Exercise description |
Going line by line through the entries below, count those that contain "serif". Give the number by itself.
:::
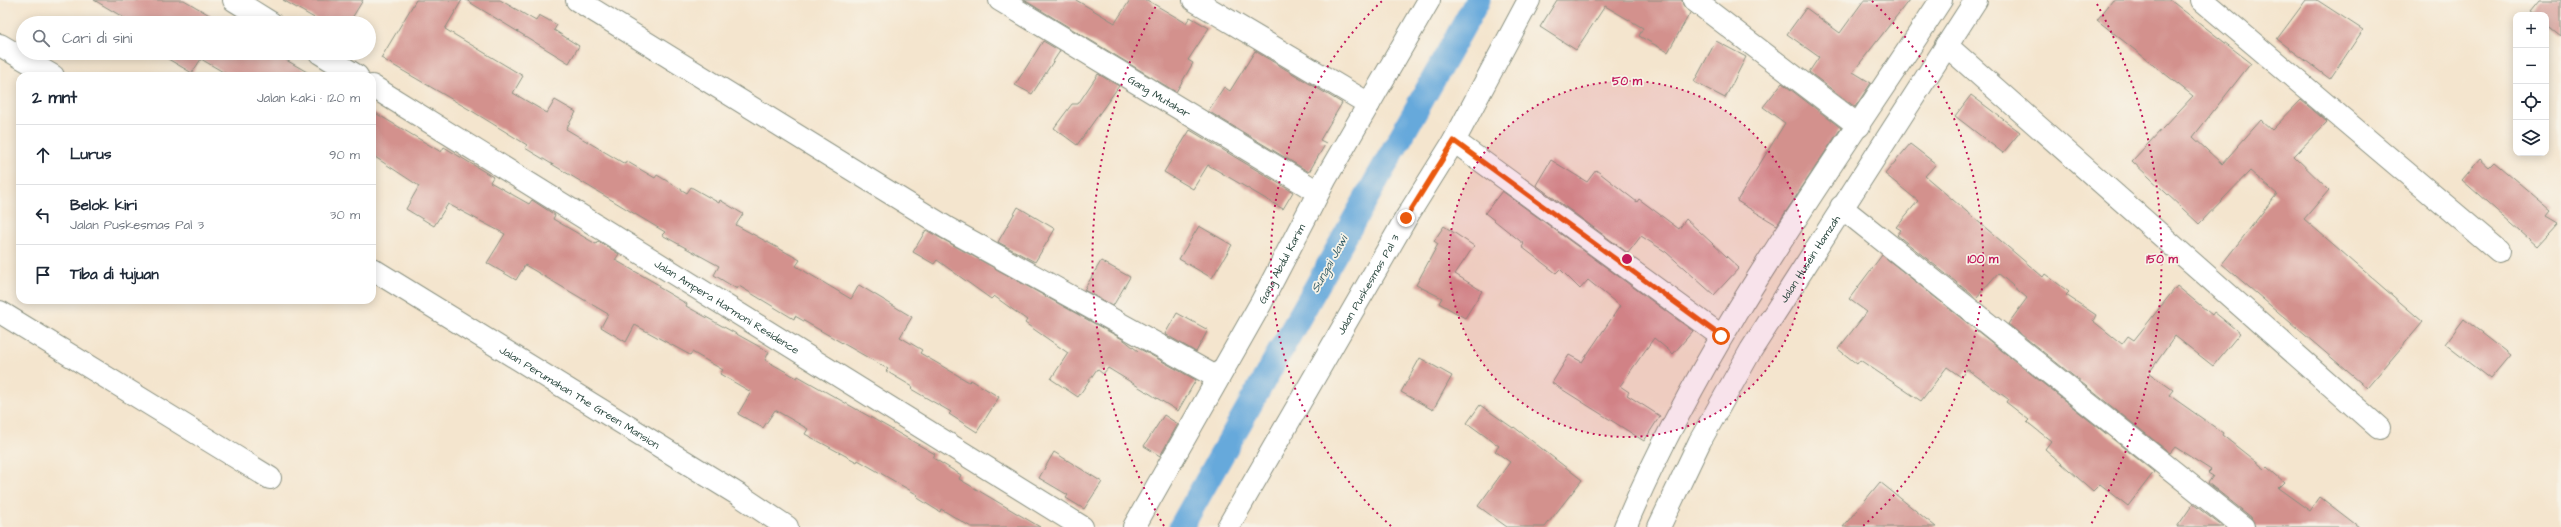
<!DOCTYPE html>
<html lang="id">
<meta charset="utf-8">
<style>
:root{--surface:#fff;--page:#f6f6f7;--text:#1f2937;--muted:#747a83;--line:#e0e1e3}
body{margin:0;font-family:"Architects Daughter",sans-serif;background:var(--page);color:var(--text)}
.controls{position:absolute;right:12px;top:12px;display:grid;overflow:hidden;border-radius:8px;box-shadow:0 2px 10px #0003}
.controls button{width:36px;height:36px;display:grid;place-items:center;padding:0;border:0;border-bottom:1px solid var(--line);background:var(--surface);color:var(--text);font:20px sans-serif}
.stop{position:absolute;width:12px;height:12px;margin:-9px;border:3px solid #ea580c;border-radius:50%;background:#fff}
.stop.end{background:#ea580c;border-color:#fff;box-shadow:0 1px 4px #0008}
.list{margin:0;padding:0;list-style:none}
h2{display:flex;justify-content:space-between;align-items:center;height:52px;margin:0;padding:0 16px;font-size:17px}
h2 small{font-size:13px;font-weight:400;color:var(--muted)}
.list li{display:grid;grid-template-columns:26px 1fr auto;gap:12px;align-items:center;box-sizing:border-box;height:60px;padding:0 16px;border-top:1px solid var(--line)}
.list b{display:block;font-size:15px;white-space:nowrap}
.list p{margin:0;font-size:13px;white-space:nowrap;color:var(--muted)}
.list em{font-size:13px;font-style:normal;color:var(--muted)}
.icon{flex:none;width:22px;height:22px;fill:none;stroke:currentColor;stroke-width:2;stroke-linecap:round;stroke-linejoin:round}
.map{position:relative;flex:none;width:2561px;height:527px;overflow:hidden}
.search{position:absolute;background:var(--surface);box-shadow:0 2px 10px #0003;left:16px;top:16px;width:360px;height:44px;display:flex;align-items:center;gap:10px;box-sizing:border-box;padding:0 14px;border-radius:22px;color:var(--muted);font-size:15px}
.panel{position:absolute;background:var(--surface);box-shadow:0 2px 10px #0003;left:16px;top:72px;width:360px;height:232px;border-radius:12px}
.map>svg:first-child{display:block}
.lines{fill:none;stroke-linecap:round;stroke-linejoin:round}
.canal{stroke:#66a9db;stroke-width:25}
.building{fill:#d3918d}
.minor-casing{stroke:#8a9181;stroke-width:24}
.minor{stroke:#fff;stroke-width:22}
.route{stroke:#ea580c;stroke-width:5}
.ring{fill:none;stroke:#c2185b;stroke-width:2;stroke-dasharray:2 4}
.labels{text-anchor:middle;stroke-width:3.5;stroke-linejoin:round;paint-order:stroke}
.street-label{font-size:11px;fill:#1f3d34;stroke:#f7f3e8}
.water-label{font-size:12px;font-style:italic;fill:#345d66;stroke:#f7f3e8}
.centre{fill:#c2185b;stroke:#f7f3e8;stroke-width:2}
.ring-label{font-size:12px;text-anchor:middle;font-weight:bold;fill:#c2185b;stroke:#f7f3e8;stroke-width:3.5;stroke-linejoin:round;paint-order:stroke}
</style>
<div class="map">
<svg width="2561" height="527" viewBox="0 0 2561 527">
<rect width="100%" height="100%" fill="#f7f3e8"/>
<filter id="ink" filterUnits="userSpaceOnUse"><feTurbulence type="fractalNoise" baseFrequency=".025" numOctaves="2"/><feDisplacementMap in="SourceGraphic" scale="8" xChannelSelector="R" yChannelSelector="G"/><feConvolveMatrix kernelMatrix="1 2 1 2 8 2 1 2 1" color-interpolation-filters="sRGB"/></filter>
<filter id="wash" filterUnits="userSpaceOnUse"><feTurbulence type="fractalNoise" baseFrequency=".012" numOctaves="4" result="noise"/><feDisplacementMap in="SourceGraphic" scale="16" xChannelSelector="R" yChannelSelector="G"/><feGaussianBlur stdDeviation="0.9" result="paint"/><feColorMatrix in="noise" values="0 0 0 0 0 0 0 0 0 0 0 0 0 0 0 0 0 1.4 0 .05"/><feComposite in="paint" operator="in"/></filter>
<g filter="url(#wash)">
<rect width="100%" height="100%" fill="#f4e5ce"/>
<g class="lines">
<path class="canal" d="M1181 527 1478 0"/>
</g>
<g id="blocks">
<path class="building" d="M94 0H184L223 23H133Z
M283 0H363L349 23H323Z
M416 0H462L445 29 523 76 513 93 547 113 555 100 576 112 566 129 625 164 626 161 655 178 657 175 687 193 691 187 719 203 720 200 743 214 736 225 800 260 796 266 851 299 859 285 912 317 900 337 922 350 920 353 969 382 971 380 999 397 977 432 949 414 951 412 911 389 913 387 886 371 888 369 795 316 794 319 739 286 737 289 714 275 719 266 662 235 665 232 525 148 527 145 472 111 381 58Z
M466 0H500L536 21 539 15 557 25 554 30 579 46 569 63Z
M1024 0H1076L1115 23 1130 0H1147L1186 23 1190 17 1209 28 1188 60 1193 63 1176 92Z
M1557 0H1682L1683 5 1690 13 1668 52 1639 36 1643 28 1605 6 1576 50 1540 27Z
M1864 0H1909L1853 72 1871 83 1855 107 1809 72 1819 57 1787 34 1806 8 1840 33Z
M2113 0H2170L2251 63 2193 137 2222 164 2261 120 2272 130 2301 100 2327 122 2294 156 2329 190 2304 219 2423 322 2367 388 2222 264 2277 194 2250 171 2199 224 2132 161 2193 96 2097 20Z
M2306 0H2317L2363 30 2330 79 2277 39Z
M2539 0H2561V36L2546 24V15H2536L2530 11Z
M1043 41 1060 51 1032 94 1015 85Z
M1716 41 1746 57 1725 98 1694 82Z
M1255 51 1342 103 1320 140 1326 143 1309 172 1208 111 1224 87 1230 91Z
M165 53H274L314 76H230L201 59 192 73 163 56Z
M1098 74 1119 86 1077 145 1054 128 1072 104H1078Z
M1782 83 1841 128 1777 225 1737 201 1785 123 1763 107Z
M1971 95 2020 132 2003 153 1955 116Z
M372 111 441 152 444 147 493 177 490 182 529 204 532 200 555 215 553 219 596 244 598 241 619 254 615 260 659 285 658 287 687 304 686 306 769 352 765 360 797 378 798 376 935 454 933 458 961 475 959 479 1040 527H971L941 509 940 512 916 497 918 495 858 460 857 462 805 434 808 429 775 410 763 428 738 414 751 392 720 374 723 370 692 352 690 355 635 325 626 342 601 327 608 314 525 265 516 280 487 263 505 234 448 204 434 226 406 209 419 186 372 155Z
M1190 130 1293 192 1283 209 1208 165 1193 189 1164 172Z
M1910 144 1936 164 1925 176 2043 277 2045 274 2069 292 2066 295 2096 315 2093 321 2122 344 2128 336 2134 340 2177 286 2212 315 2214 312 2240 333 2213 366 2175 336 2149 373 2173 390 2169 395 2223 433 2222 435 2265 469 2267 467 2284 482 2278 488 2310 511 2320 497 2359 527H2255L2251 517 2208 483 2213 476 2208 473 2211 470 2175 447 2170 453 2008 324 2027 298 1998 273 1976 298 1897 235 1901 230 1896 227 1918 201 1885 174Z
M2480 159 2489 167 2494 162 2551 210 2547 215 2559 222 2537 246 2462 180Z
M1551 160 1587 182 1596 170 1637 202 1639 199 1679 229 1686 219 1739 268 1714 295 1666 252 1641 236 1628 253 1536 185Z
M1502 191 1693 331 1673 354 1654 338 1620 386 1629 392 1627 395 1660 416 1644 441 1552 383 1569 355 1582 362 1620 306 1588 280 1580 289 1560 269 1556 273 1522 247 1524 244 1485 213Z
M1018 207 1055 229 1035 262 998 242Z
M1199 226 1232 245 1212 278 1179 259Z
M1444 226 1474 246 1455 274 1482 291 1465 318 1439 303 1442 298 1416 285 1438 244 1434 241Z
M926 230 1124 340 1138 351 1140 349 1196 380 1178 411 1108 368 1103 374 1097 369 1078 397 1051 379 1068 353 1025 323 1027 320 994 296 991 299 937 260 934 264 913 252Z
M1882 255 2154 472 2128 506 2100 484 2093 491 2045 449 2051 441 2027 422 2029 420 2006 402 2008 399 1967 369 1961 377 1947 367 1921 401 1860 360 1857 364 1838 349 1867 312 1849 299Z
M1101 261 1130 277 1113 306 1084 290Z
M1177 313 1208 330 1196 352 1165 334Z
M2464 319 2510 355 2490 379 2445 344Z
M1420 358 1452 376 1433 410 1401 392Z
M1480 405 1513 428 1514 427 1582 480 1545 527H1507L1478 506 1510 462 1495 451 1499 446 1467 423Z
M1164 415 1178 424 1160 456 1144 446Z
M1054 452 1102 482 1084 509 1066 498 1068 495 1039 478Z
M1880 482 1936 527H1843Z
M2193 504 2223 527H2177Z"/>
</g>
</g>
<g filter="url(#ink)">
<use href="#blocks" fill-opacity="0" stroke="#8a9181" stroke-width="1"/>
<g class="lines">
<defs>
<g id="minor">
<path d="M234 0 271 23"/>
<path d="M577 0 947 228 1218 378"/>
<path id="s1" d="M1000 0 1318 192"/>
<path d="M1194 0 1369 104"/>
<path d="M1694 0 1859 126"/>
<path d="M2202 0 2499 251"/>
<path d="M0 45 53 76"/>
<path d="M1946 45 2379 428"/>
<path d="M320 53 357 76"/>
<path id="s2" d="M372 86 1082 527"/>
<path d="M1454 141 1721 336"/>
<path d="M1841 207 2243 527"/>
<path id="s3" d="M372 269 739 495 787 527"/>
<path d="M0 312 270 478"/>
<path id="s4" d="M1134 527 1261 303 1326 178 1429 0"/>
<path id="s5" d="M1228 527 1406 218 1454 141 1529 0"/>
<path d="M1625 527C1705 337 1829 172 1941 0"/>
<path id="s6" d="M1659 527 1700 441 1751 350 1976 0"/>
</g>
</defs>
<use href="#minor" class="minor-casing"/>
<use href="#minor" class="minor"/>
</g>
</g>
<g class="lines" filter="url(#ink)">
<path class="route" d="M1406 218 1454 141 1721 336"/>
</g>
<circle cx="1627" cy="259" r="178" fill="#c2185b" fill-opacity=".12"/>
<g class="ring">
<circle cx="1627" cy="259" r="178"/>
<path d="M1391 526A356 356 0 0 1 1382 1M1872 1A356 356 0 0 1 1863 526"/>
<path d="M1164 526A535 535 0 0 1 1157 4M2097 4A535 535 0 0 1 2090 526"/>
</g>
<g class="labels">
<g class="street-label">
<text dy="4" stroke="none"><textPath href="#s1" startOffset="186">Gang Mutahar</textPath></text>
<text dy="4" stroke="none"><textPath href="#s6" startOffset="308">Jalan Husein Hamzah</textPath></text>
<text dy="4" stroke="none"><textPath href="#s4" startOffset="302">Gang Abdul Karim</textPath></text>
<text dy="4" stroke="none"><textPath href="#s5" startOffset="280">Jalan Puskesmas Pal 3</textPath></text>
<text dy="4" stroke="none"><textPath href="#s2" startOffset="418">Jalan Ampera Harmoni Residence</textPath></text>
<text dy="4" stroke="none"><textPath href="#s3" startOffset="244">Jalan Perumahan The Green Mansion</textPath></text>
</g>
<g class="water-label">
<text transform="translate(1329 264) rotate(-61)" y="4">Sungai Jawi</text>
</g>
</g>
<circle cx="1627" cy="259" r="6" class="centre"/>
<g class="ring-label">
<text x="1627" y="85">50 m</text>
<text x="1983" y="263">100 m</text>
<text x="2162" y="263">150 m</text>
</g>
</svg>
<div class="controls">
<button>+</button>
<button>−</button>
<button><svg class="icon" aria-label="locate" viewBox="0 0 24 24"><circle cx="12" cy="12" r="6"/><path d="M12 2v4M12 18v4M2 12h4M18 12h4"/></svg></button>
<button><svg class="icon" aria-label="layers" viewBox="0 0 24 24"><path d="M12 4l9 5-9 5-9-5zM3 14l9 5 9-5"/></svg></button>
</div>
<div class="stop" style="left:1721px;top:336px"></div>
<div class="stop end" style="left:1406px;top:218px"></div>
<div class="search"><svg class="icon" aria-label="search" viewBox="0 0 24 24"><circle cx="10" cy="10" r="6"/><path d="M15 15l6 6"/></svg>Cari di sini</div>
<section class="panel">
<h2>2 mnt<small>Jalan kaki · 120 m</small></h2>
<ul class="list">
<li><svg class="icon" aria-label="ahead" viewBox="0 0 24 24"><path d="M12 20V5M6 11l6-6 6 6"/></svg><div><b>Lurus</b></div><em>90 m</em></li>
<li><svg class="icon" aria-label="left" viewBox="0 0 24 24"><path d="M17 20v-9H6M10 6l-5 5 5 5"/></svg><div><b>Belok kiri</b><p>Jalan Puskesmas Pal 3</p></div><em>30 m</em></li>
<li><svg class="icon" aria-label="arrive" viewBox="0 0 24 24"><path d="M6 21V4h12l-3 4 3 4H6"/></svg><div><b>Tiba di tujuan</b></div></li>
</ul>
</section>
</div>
:::
Output below |
2